Planners and consumers both need reverse mortgage education
Not only is there more to the product category than that, but Resch says that a “loan of last resort” scenario for someone who is needs-based could be the least productive potential use case for a reverse mortgage. Still, even taking stock of improvements that have been made in terms of reputation management and press coverage, education must remain a top priority for the industry, Resch says.
“[Financial planners] are becoming engaged and interested in reverse mortgages, but they still have not really bought into the concept,” he says. “On the advising side, for example, there’s a product called an ‘index annuity.’ A lot of advisers use this with their clients. I think the concept sounds good, but I’ve never really had an insurance person come in and sit with me and explain the product and show me how this could help one of my particular clients.

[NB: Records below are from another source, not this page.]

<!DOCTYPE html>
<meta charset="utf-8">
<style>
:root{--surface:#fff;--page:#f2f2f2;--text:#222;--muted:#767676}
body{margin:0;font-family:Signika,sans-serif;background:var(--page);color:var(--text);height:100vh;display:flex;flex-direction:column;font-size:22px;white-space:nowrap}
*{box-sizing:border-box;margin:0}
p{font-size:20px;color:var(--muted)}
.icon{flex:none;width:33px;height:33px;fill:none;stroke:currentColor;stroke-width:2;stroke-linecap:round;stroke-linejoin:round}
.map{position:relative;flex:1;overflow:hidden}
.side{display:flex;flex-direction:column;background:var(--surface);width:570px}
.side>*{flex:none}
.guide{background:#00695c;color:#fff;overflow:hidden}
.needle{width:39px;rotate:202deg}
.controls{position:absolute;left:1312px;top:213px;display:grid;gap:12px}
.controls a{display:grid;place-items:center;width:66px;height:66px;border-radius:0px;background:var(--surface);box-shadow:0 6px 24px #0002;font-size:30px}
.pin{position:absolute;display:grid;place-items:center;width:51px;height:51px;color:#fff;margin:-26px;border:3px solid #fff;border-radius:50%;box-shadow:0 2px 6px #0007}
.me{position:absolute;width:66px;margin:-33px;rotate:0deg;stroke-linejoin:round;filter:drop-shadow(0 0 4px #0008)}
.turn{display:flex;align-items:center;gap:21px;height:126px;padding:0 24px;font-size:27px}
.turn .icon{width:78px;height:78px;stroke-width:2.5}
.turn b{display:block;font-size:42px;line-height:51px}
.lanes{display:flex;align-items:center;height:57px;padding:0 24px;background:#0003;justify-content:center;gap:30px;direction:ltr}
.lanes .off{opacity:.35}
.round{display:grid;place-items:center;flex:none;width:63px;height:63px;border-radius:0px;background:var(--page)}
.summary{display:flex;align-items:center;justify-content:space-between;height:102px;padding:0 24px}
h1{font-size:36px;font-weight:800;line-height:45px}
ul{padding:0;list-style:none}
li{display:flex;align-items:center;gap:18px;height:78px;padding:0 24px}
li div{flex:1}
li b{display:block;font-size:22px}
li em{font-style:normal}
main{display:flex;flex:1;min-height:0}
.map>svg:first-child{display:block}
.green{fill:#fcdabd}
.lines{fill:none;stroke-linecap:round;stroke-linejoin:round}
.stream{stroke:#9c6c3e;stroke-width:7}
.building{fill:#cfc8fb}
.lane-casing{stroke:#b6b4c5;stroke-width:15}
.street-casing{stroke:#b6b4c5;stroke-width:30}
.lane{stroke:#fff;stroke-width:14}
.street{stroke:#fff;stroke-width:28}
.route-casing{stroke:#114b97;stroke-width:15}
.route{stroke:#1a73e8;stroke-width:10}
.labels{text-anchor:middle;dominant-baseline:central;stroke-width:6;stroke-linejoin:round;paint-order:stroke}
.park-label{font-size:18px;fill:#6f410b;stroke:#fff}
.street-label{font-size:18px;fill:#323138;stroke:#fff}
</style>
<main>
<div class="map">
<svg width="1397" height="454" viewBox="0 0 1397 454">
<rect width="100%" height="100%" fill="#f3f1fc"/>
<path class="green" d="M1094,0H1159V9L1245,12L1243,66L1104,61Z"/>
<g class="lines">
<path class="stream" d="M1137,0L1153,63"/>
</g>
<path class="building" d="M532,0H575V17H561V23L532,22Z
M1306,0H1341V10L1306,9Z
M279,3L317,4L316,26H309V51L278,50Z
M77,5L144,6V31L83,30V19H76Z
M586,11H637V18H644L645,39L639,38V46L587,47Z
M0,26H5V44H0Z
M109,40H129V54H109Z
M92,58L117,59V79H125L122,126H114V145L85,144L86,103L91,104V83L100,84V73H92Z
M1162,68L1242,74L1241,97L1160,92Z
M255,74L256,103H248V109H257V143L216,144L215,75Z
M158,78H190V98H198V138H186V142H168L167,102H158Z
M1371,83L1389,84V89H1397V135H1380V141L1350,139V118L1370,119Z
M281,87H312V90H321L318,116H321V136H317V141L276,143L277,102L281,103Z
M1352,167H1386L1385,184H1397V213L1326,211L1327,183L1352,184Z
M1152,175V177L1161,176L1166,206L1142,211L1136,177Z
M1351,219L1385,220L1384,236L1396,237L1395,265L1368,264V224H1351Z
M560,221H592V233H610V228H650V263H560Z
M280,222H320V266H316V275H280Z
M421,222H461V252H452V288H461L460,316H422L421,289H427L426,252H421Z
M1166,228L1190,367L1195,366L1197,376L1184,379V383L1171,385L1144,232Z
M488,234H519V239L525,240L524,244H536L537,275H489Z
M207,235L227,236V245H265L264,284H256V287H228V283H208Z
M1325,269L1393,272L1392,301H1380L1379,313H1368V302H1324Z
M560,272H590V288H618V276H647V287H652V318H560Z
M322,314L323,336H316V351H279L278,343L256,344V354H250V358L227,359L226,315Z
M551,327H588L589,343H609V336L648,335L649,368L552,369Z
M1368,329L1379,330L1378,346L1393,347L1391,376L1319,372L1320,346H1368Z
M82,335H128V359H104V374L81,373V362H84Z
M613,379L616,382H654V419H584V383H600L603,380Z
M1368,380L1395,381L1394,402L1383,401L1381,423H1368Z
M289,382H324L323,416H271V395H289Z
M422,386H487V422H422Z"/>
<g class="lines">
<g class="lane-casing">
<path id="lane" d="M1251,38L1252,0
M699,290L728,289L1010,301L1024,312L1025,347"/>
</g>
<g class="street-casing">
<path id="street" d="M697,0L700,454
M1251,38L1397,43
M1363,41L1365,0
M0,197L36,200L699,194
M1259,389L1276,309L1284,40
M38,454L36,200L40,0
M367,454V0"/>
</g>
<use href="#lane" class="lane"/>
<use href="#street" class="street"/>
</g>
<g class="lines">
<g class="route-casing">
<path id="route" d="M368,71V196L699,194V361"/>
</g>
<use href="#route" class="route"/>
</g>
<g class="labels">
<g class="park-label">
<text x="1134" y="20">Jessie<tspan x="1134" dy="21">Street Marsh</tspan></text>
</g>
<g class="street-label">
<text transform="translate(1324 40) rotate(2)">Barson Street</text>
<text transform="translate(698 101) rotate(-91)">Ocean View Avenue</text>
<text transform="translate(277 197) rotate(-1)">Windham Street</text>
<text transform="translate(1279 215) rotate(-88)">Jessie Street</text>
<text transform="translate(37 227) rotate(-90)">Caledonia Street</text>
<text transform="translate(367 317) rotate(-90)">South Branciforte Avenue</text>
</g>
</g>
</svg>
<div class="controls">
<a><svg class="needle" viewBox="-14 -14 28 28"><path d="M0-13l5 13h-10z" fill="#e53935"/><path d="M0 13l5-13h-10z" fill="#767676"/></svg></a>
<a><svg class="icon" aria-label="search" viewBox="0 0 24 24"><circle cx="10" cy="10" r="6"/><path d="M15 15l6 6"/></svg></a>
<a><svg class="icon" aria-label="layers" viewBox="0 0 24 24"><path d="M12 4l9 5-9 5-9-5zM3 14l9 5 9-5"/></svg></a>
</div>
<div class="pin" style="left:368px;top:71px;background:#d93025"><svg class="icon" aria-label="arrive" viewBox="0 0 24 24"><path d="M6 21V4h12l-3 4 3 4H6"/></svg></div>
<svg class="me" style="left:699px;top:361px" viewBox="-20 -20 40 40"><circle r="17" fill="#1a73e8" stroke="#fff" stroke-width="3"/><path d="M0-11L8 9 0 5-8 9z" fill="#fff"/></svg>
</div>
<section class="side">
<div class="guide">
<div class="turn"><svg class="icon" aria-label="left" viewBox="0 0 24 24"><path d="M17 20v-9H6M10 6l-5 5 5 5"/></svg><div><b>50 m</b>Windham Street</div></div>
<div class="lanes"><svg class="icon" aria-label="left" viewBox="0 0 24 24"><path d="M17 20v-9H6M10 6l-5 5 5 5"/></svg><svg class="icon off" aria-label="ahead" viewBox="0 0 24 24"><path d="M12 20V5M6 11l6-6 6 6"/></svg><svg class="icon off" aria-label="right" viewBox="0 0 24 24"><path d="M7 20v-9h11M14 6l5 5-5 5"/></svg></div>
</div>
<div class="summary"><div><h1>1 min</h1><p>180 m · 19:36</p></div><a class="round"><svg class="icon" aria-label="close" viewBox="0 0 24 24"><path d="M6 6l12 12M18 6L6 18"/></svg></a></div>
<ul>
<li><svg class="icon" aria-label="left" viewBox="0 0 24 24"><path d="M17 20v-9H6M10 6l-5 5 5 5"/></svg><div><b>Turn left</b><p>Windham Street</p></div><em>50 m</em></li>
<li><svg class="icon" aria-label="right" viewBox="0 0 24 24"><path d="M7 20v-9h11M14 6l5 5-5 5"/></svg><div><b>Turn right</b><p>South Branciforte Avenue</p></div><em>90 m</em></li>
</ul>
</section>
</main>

So I’ve never referred this product to anybody, I just walk away from it.”
The point is that taking the time to sit down with a planner and explain from a specialist’s standpoint why a financial product could be of benefit to clients can be a very important, difference-making exercise, Resch says.
“If I don’t know it, I’m not going to refer it,” he says. “I think advisors have the same way of thinking when it comes to reverse mortgages. If they’ve heard enough and makes sense to them, they think they could use it. But until they know this product, they’re not going to refer it. So we really need to continue doing the webinars [and the educational outreach], but we also need to get in that office, sit with them and make it personal for them in order to show how this could work for their clients.”

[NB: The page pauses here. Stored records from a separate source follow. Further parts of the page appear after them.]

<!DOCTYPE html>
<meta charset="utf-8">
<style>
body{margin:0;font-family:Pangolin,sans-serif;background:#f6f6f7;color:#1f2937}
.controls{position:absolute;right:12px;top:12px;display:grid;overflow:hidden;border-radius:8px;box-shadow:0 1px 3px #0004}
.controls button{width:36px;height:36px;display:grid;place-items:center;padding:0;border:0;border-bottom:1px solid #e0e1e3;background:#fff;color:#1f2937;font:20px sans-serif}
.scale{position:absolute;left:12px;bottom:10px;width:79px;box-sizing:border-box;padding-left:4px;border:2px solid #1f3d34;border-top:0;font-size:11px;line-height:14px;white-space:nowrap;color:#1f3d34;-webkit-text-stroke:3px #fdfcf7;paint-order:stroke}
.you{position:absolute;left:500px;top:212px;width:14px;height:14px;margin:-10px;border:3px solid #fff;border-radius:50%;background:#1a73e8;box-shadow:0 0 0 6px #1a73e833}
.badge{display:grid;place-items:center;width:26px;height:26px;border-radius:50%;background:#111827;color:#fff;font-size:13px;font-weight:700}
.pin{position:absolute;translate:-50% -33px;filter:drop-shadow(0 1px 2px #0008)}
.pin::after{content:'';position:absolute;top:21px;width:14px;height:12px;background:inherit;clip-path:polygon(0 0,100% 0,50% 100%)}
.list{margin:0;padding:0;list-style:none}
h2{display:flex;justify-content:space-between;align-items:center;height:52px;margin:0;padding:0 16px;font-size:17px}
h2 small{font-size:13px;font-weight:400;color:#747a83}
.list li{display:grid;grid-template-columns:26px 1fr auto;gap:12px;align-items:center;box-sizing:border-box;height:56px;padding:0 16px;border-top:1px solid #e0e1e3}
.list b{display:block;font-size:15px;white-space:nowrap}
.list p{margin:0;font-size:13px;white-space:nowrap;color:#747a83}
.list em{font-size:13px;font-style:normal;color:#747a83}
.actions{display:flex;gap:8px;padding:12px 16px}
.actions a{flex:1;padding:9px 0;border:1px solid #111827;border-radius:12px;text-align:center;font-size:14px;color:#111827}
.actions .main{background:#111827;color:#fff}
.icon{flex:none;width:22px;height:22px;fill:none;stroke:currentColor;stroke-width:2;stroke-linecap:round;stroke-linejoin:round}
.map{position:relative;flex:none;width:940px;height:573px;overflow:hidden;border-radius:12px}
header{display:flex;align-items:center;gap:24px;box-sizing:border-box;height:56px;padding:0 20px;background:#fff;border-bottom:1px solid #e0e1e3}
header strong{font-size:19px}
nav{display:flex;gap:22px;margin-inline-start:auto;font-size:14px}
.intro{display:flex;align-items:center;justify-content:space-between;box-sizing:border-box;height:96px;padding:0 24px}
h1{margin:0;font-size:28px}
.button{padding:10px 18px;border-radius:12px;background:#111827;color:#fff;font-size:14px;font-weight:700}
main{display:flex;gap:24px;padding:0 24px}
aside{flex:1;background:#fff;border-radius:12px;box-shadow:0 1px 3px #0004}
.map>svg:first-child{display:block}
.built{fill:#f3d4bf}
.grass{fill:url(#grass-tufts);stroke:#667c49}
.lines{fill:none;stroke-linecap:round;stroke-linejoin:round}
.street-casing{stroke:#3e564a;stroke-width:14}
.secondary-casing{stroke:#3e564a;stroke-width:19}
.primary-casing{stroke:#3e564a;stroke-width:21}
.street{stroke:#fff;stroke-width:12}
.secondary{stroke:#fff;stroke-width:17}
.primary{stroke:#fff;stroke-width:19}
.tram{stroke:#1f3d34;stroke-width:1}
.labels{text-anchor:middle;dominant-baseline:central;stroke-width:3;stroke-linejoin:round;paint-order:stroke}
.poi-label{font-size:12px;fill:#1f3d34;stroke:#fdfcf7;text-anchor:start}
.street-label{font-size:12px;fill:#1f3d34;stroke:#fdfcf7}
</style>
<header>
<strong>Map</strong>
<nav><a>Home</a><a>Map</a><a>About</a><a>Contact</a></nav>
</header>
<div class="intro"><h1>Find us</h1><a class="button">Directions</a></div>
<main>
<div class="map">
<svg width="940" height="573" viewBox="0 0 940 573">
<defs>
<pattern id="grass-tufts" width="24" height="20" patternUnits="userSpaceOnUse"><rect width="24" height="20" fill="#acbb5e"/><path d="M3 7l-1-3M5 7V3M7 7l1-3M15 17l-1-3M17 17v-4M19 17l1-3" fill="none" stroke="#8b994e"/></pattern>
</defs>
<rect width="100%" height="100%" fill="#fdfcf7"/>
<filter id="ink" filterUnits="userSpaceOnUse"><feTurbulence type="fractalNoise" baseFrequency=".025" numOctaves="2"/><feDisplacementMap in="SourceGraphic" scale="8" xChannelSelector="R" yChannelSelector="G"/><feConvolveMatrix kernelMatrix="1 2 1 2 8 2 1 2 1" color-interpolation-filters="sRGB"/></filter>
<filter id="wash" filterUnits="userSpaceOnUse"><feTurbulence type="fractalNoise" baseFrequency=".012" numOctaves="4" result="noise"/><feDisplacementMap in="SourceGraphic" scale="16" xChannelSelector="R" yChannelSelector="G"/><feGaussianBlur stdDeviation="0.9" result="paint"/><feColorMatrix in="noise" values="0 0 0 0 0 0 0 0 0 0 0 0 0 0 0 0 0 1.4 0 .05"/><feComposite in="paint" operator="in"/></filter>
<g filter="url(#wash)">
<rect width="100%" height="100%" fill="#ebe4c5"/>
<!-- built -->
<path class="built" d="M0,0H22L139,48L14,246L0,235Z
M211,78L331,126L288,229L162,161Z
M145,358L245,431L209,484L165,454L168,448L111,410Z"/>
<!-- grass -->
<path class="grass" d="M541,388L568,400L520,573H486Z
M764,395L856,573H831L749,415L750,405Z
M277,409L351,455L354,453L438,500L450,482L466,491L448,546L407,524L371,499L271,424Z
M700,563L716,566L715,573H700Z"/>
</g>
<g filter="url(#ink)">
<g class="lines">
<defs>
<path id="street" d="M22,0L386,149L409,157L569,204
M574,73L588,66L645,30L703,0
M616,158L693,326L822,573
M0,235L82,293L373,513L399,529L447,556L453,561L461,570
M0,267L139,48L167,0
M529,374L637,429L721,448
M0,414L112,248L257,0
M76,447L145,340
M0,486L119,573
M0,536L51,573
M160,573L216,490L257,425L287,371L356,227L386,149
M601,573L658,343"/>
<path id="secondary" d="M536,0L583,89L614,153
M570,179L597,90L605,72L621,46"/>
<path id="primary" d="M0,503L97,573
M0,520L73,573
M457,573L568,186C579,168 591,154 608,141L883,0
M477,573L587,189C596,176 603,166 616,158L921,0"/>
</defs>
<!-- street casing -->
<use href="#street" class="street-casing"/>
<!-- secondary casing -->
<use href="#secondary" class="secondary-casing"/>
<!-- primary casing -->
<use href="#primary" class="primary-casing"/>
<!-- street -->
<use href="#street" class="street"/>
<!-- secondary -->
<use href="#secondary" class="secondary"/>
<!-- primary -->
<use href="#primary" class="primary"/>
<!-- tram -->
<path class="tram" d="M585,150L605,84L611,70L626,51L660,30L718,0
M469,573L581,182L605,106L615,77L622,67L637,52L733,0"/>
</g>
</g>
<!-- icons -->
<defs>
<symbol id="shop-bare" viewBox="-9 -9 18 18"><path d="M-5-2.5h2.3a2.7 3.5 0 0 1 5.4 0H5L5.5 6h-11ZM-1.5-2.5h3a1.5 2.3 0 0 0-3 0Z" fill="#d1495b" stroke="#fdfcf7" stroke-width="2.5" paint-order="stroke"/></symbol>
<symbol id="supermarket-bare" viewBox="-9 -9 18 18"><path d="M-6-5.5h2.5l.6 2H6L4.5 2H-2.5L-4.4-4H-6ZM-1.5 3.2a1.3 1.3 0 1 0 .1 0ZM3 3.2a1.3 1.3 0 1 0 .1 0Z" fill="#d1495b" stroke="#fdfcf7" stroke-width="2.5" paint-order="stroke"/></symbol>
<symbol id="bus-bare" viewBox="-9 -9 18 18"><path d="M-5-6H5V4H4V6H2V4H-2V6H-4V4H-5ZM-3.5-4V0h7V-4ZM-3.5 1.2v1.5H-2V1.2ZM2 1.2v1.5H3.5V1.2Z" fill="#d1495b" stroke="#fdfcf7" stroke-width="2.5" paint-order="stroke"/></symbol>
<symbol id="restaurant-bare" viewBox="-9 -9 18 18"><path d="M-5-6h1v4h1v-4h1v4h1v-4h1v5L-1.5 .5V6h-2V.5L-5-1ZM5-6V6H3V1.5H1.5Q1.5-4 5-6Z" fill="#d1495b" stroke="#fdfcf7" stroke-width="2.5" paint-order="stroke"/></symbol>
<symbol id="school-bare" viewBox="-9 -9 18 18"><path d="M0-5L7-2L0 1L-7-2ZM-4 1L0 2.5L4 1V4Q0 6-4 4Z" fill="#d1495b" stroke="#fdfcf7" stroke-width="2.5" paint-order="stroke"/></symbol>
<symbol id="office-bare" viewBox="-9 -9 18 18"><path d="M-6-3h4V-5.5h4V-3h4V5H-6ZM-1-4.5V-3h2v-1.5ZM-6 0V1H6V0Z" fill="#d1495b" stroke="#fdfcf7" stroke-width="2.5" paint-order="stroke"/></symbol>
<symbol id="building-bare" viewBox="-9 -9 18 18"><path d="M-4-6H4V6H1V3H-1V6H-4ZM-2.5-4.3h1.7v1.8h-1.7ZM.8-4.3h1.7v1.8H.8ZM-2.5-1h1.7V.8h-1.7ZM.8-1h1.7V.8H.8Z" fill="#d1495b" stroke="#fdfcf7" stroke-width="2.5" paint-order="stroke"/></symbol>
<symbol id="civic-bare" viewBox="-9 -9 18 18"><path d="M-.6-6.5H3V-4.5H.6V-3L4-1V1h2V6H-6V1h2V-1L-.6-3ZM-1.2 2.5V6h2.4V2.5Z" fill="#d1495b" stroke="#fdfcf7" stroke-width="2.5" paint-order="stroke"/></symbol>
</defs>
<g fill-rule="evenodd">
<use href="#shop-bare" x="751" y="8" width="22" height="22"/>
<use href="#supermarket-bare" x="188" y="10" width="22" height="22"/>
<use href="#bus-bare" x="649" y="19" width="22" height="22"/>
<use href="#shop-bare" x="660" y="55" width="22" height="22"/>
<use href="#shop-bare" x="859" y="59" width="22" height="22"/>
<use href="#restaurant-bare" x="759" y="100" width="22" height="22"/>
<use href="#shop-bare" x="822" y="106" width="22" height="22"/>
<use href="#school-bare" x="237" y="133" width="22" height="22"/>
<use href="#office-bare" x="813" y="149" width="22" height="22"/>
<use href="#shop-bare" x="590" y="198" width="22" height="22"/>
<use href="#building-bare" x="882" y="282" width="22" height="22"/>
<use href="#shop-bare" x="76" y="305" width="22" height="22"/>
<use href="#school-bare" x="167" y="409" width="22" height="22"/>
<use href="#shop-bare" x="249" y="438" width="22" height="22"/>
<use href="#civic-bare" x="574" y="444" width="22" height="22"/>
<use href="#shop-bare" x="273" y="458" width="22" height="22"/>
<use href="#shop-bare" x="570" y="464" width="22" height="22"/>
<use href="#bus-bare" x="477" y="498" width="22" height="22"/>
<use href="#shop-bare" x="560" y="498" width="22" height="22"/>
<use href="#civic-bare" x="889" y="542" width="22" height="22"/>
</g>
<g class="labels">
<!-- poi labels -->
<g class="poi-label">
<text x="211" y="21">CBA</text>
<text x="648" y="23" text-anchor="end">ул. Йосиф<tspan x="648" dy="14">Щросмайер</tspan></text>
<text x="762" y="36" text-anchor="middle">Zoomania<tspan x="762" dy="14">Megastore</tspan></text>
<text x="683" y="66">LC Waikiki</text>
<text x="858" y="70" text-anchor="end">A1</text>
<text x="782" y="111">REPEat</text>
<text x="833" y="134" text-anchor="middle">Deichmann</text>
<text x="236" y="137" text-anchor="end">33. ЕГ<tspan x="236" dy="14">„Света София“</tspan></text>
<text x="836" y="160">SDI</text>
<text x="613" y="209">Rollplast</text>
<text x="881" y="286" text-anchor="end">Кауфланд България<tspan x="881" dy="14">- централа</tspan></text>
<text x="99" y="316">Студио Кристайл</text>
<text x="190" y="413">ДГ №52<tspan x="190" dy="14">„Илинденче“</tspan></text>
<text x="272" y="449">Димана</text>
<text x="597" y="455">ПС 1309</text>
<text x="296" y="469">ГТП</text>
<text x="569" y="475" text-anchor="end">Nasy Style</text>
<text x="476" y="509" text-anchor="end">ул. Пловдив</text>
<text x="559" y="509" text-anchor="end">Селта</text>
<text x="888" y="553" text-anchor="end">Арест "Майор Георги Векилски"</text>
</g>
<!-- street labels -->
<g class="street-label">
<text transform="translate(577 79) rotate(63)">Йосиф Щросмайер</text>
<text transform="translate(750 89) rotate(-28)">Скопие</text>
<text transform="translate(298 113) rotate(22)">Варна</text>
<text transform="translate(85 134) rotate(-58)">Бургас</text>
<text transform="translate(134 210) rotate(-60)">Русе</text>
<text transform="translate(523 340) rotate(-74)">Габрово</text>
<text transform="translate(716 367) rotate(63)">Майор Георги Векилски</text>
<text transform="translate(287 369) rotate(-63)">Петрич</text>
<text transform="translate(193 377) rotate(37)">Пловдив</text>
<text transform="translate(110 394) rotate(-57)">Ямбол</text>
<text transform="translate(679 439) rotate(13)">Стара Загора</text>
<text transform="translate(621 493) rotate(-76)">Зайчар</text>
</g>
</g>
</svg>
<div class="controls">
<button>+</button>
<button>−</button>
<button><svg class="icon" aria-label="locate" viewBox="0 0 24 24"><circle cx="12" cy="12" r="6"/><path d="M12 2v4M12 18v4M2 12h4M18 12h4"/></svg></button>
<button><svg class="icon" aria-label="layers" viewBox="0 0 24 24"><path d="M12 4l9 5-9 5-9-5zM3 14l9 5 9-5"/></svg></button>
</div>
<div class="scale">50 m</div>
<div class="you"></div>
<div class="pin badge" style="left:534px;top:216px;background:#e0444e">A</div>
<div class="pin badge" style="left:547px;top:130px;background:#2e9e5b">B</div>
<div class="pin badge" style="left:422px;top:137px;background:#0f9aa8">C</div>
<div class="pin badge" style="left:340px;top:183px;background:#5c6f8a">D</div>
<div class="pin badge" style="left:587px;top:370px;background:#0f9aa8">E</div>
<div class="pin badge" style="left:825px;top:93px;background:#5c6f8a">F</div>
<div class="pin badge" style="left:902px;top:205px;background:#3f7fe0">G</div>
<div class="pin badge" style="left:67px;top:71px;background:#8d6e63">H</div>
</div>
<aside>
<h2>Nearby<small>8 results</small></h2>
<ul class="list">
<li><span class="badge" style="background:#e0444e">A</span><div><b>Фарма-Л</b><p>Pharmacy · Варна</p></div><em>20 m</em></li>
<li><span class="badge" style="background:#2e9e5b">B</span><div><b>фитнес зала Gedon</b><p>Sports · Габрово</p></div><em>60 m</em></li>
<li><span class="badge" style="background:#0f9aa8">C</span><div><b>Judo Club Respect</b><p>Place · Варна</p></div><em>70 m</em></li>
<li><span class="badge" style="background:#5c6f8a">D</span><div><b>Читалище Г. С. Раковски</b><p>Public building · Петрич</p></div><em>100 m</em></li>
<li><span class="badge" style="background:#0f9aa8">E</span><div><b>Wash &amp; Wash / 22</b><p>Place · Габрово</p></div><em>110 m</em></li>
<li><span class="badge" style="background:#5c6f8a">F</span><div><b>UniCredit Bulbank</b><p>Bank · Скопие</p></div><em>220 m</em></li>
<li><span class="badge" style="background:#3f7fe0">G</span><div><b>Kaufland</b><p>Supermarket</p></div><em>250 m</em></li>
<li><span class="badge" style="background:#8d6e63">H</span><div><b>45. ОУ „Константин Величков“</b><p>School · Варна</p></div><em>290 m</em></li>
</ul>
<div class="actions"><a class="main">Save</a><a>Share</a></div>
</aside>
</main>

Effective methods to connect with financial planners
Obviously the idea of getting into someone else’s office has had to evolve necessarily due to the COVID-19 coronavirus pandemic, so if necessary then it becomes more important to lean on modern technological tools like Skype, FaceTime or Zoom, Resch says. An originator using a mass email to financial advisors may actually be working against themselves to some degree.
“I think a lot of the mistakes that I’m seeing from people trying to get in front of advisors is they’re doing these mass email campaigns,” he says. “That may work, but usually I don’t think it’s going to work. There’s got to be a few things that are going to attract the advisor. [An email] has to be very short and to the point, and it has to look personal. The only emails I read have a very short subject line that I can quickly absorb, and I have to be able to see in that box without opening the email exactly what they’re talking about. And if they don’t grab my interest in that moment, their message is going to be deleted.”
In terms of the best potential way to get in front of an advisor, sometimes the oldest tools can be the best ones, he says.
“Better yet, I think the old phone call is the best route to go,” he says. “In my advising office, I get probably two voice messages a week [compared to sometimes hundreds of emails]. That’s it. And both of those I will listen to because if someone is leaving me a message, my curiosity is up.”